(Collected data)
________________________________________
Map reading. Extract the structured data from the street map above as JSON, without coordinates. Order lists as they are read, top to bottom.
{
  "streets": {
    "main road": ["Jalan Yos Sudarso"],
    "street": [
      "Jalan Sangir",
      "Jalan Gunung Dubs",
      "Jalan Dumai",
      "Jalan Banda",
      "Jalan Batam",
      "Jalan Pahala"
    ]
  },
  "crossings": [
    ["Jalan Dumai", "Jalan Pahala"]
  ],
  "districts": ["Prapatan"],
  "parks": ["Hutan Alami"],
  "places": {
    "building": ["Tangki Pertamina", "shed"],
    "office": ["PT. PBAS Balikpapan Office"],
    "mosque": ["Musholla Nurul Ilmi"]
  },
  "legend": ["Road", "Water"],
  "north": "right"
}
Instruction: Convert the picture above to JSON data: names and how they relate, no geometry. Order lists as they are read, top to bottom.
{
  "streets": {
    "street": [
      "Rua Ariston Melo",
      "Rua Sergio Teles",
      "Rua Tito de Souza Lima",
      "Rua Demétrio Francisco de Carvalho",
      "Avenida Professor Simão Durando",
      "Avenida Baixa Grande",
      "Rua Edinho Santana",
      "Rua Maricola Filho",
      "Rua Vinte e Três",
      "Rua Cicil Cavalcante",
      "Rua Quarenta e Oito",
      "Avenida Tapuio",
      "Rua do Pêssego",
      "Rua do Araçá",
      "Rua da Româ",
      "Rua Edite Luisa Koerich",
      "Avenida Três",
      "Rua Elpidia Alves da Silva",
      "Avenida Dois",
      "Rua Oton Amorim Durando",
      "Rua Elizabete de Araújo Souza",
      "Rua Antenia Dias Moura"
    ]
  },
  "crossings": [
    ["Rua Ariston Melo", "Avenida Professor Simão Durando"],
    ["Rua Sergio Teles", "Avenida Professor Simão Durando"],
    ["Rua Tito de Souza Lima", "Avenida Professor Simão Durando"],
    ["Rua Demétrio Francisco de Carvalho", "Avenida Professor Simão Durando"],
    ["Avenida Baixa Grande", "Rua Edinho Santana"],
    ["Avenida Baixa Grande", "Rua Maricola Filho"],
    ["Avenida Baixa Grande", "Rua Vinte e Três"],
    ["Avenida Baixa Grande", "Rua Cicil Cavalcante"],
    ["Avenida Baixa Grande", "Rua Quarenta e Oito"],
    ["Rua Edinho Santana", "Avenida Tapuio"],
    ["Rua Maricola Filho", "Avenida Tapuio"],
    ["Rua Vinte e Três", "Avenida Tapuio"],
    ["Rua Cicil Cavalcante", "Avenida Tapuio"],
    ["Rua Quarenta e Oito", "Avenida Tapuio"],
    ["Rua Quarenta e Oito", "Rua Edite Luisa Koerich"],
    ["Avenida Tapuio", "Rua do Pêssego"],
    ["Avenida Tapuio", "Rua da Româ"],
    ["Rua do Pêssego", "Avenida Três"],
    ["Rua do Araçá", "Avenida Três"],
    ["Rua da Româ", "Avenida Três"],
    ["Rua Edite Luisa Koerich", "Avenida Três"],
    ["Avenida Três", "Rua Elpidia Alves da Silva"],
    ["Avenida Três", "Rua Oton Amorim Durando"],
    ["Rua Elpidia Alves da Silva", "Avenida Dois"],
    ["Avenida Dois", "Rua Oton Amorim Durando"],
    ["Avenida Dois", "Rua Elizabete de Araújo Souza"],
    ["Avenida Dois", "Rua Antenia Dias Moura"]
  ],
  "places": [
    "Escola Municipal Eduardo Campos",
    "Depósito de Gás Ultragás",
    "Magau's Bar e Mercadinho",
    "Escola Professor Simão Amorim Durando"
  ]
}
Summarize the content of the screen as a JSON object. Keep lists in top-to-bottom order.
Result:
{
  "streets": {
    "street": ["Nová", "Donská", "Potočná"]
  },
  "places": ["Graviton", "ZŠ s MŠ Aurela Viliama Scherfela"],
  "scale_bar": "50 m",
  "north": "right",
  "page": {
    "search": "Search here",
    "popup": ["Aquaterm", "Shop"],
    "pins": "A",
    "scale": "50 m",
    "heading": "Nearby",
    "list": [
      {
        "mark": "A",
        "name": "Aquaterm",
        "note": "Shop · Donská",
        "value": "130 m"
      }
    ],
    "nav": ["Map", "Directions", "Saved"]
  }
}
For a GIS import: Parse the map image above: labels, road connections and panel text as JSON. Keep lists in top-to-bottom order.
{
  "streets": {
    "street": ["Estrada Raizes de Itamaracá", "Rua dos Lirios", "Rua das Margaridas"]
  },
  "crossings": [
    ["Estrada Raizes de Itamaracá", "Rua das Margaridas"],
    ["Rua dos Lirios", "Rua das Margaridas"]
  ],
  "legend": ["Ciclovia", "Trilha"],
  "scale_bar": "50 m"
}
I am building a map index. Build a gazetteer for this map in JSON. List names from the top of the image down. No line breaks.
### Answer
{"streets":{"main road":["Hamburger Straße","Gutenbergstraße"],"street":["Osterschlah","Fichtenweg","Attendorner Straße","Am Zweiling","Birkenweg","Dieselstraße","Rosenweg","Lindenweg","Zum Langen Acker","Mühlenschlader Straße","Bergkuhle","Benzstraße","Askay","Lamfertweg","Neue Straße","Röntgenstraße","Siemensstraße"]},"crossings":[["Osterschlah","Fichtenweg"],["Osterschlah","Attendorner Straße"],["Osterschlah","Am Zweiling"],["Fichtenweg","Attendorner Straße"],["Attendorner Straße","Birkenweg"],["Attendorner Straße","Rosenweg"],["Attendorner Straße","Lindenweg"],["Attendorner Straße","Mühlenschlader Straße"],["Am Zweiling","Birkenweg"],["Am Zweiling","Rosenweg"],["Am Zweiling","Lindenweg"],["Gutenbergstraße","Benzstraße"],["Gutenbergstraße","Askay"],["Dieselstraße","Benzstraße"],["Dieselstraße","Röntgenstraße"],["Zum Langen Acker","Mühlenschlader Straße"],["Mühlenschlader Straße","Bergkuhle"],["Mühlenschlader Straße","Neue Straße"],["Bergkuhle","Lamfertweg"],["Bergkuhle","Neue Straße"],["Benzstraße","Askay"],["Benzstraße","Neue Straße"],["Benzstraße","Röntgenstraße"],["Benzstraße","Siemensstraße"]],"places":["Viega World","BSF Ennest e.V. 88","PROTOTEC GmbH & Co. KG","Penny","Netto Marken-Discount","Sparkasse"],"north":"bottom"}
________________________________________
» **What this task involves**
The answer should consist of every entry, repeated word for word.

» **Written solution**
Map reading. Extract the structured data from the street map above as JSON, without coordinates. Order lists as they are read, top to bottom.
{
  "streets": {
    "main road": ["Jalan Yos Sudarso"],
    "street": [
      "Jalan Sangir",
      "Jalan Gunung Dubs",
      "Jalan Dumai",
      "Jalan Banda",
      "Jalan Batam",
      "Jalan Pahala"
    ]
  },
  "crossings": [
    ["Jalan Dumai", "Jalan Pahala"]
  ],
  "districts": ["Prapatan"],
  "parks": ["Hutan Alami"],
  "places": {
    "building": ["Tangki Pertamina", "shed"],
    "office": ["PT. PBAS Balikpapan Office"],
    "mosque": ["Musholla Nurul Ilmi"]
  },
  "legend": ["Road", "Water"],
  "north": "right"
}
Instruction: Convert the picture above to JSON data: names and how they relate, no geometry. Order lists as they are read, top to bottom.
{
  "streets": {
    "street": [
      "Rua Ariston Melo",
      "Rua Sergio Teles",
      "Rua Tito de Souza Lima",
      "Rua Demétrio Francisco de Carvalho",
      "Avenida Professor Simão Durando",
      "Avenida Baixa Grande",
      "Rua Edinho Santana",
      "Rua Maricola Filho",
      "Rua Vinte e Três",
      "Rua Cicil Cavalcante",
      "Rua Quarenta e Oito",
      "Avenida Tapuio",
      "Rua do Pêssego",
      "Rua do Araçá",
      "Rua da Româ",
      "Rua Edite Luisa Koerich",
      "Avenida Três",
      "Rua Elpidia Alves da Silva",
      "Avenida Dois",
      "Rua Oton Amorim Durando",
      "Rua Elizabete de Araújo Souza",
      "Rua Antenia Dias Moura"
    ]
  },
  "crossings": [
    ["Rua Ariston Melo", "Avenida Professor Simão Durando"],
    ["Rua Sergio Teles", "Avenida Professor Simão Durando"],
    ["Rua Tito de Souza Lima", "Avenida Professor Simão Durando"],
    ["Rua Demétrio Francisco de Carvalho", "Avenida Professor Simão Durando"],
    ["Avenida Baixa Grande", "Rua Edinho Santana"],
    ["Avenida Baixa Grande", "Rua Maricola Filho"],
    ["Avenida Baixa Grande", "Rua Vinte e Três"],
    ["Avenida Baixa Grande", "Rua Cicil Cavalcante"],
    ["Avenida Baixa Grande", "Rua Quarenta e Oito"],
    ["Rua Edinho Santana", "Avenida Tapuio"],
    ["Rua Maricola Filho", "Avenida Tapuio"],
    ["Rua Vinte e Três", "Avenida Tapuio"],
    ["Rua Cicil Cavalcante", "Avenida Tapuio"],
    ["Rua Quarenta e Oito", "Avenida Tapuio"],
    ["Rua Quarenta e Oito", "Rua Edite Luisa Koerich"],
    ["Avenida Tapuio", "Rua do Pêssego"],
    ["Avenida Tapuio", "Rua da Româ"],
    ["Rua do Pêssego", "Avenida Três"],
    ["Rua do Araçá", "Avenida Três"],
    ["Rua da Româ", "Avenida Três"],
    ["Rua Edite Luisa Koerich", "Avenida Três"],
    ["Avenida Três", "Rua Elpidia Alves da Silva"],
    ["Avenida Três", "Rua Oton Amorim Durando"],
    ["Rua Elpidia Alves da Silva", "Avenida Dois"],
    ["Avenida Dois", "Rua Oton Amorim Durando"],
    ["Avenida Dois", "Rua Elizabete de Araújo Souza"],
    ["Avenida Dois", "Rua Antenia Dias Moura"]
  ],
  "places": [
    "Escola Municipal Eduardo Campos",
    "Depósito de Gás Ultragás",
    "Magau's Bar e Mercadinho",
    "Escola Professor Simão Amorim Durando"
  ]
}
Summarize the content of the screen as a JSON object. Keep lists in top-to-bottom order.
Result:
{
  "streets": {
    "street": ["Nová", "Donská", "Potočná"]
  },
  "places": ["Graviton", "ZŠ s MŠ Aurela Viliama Scherfela"],
  "scale_bar": "50 m",
  "north": "right",
  "page": {
    "search": "Search here",
    "popup": ["Aquaterm", "Shop"],
    "pins": "A",
    "scale": "50 m",
    "heading": "Nearby",
    "list": [
      {
        "mark": "A",
        "name": "Aquaterm",
        "note": "Shop · Donská",
        "value": "130 m"
      }
    ],
    "nav": ["Map", "Directions", "Saved"]
  }
}
For a GIS import: Parse the map image above: labels, road connections and panel text as JSON. Keep lists in top-to-bottom order.
{
  "streets": {
    "street": ["Estrada Raizes de Itamaracá", "Rua dos Lirios", "Rua das Margaridas"]
  },
  "crossings": [
    ["Estrada Raizes de Itamaracá", "Rua das Margaridas"],
    ["Rua dos Lirios", "Rua das Margaridas"]
  ],
  "legend": ["Ciclovia", "Trilha"],
  "scale_bar": "50 m"
}
I am building a map index. Build a gazetteer for this map in JSON. List names from the top of the image down. No line breaks.
### Answer
{"streets":{"main road":["Hamburger Straße","Gutenbergstraße"],"street":["Osterschlah","Fichtenweg","Attendorner Straße","Am Zweiling","Birkenweg","Dieselstraße","Rosenweg","Lindenweg","Zum Langen Acker","Mühlenschlader Straße","Bergkuhle","Benzstraße","Askay","Lamfertweg","Neue Straße","Röntgenstraße","Siemensstraße"]},"crossings":[["Osterschlah","Fichtenweg"],["Osterschlah","Attendorner Straße"],["Osterschlah","Am Zweiling"],["Fichtenweg","Attendorner Straße"],["Attendorner Straße","Birkenweg"],["Attendorner Straße","Rosenweg"],["Attendorner Straße","Lindenweg"],["Attendorner Straße","Mühlenschlader Straße"],["Am Zweiling","Birkenweg"],["Am Zweiling","Rosenweg"],["Am Zweiling","Lindenweg"],["Gutenbergstraße","Benzstraße"],["Gutenbergstraße","Askay"],["Dieselstraße","Benzstraße"],["Dieselstraße","Röntgenstraße"],["Zum Langen Acker","Mühlenschlader Straße"],["Mühlenschlader Straße","Bergkuhle"],["Mühlenschlader Straße","Neue Straße"],["Bergkuhle","Lamfertweg"],["Bergkuhle","Neue Straße"],["Benzstraße","Askay"],["Benzstraße","Neue Straße"],["Benzstraße","Röntgenstraße"],["Benzstraße","Siemensstraße"]],"places":["Viega World","BSF Ennest e.V. 88","PROTOTEC GmbH & Co. KG","Penny","Netto Marken-Discount","Sparkasse"],"north":"bottom"}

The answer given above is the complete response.